--- Input Enclosed Below ---
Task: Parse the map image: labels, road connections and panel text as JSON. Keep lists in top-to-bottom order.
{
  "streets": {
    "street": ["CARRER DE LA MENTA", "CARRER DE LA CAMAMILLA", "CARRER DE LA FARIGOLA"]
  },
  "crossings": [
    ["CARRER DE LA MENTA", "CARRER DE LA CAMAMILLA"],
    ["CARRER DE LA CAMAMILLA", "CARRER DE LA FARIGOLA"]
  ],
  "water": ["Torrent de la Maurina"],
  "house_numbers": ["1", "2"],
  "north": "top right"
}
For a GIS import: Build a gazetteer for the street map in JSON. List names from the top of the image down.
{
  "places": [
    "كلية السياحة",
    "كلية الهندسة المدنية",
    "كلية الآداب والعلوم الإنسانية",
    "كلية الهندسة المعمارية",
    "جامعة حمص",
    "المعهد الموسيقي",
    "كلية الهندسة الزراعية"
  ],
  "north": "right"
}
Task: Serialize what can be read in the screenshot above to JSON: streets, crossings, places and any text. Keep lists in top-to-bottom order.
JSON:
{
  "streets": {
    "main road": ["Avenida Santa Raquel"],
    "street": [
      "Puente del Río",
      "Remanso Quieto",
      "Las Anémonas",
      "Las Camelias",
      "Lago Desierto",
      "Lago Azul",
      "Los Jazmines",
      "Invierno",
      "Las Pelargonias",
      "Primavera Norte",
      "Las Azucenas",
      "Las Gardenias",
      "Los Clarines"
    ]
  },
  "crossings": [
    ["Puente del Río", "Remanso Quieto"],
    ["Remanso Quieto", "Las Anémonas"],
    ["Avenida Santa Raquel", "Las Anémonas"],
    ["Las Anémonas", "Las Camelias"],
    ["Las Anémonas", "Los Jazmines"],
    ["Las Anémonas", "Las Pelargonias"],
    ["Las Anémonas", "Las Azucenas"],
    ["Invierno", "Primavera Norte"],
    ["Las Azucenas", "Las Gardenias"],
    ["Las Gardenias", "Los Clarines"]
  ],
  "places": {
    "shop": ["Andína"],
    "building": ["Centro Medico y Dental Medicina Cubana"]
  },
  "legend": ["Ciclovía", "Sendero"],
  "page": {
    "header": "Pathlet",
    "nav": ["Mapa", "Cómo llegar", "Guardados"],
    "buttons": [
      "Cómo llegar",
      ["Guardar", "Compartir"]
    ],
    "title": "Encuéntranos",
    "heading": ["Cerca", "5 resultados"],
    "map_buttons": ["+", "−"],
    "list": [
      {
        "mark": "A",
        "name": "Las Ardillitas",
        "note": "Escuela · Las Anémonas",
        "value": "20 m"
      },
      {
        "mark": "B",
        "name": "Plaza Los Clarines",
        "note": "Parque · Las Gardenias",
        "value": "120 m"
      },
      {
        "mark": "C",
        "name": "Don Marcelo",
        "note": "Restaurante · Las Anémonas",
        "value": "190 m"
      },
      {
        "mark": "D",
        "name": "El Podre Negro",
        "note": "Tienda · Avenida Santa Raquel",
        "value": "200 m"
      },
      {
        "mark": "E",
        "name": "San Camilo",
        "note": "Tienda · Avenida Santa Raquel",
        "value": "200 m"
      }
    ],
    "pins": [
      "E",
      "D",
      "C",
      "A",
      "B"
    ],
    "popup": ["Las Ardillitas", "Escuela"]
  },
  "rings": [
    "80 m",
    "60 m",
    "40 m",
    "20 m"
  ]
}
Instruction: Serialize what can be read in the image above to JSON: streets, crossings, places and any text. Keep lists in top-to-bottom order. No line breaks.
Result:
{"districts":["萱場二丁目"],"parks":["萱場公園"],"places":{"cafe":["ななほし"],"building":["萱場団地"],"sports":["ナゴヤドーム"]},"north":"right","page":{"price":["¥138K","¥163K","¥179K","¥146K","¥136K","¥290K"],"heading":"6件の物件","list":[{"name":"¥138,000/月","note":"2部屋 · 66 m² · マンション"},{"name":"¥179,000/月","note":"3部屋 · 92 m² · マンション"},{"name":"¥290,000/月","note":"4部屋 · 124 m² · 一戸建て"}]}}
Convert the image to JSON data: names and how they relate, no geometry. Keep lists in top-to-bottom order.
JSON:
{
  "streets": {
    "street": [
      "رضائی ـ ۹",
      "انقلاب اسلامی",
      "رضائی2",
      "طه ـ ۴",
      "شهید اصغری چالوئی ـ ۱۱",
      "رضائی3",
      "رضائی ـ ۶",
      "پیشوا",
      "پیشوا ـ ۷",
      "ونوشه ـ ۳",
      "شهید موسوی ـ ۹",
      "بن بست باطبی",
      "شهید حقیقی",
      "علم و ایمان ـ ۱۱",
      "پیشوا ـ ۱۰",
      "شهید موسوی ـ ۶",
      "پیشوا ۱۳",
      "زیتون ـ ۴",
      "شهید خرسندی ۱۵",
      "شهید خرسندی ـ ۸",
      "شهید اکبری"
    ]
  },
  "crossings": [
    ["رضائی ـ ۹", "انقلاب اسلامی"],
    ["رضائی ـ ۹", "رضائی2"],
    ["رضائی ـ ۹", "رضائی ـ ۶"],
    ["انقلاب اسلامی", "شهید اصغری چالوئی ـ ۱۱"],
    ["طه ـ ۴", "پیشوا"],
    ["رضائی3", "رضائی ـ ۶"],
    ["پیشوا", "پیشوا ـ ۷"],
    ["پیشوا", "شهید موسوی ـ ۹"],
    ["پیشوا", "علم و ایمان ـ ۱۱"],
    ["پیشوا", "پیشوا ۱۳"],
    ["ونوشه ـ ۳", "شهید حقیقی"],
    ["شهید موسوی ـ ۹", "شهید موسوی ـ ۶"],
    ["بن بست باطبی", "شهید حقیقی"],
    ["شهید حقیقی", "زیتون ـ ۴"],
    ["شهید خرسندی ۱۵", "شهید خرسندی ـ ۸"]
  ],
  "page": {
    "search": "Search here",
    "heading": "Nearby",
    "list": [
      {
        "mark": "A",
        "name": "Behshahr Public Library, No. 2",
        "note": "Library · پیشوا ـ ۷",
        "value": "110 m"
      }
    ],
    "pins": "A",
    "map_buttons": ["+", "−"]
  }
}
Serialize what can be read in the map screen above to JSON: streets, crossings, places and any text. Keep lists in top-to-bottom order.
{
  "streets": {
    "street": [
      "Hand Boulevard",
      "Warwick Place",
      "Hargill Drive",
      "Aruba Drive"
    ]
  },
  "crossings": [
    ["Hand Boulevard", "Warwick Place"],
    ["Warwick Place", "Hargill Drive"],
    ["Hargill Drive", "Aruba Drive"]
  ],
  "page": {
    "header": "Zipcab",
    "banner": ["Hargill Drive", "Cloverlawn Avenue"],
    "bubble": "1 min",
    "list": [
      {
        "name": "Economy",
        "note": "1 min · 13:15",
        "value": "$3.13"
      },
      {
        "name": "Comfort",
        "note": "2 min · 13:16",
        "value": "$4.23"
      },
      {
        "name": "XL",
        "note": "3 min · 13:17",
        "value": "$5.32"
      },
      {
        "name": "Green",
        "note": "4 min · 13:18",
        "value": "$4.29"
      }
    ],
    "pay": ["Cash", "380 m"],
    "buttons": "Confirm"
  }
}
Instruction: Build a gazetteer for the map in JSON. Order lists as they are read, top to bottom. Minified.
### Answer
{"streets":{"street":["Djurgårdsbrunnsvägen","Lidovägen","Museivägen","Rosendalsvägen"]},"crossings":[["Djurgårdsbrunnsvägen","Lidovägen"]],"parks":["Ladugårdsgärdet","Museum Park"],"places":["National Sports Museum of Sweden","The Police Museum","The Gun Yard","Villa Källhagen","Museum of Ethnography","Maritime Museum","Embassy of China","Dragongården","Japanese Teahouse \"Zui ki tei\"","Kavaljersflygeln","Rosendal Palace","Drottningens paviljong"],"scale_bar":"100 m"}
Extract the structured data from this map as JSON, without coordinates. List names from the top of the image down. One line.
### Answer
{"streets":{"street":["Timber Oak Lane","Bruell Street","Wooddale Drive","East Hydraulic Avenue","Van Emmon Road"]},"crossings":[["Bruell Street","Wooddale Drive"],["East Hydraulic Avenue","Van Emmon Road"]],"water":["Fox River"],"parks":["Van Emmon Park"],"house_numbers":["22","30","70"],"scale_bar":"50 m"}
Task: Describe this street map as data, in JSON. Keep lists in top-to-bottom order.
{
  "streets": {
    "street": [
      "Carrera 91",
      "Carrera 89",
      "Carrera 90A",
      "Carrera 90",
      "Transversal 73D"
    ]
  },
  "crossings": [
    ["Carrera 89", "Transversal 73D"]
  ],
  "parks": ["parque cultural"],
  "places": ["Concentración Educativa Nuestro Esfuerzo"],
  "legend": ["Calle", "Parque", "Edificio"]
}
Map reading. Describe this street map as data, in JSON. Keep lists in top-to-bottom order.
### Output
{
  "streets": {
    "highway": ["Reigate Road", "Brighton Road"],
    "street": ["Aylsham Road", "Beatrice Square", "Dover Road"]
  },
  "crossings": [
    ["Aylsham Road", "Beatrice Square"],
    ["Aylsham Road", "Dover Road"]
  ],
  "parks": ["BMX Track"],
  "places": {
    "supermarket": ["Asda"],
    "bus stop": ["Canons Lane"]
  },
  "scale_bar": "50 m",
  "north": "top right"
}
--- End of Enclosed Input ---
◆ **Directions for this task**: Begin at the first line of the records above and quote every line verbatim through the one that contains "Task: Serialize what".

◆ **Answer space**:
Task: Parse the map image: labels, road connections and panel text as JSON. Keep lists in top-to-bottom order.
{
  "streets": {
    "street": ["CARRER DE LA MENTA", "CARRER DE LA CAMAMILLA", "CARRER DE LA FARIGOLA"]
  },
  "crossings": [
    ["CARRER DE LA MENTA", "CARRER DE LA CAMAMILLA"],
    ["CARRER DE LA CAMAMILLA", "CARRER DE LA FARIGOLA"]
  ],
  "water": ["Torrent de la Maurina"],
  "house_numbers": ["1", "2"],
  "north": "top right"
}
For a GIS import: Build a gazetteer for the street map in JSON. List names from the top of the image down.
{
  "places": [
    "كلية السياحة",
    "كلية الهندسة المدنية",
    "كلية الآداب والعلوم الإنسانية",
    "كلية الهندسة المعمارية",
    "جامعة حمص",
    "المعهد الموسيقي",
    "كلية الهندسة الزراعية"
  ],
  "north": "right"
}
Task: Serialize what can be read in the screenshot above to JSON: streets, crossings, places and any text. Keep lists in top-to-bottom order.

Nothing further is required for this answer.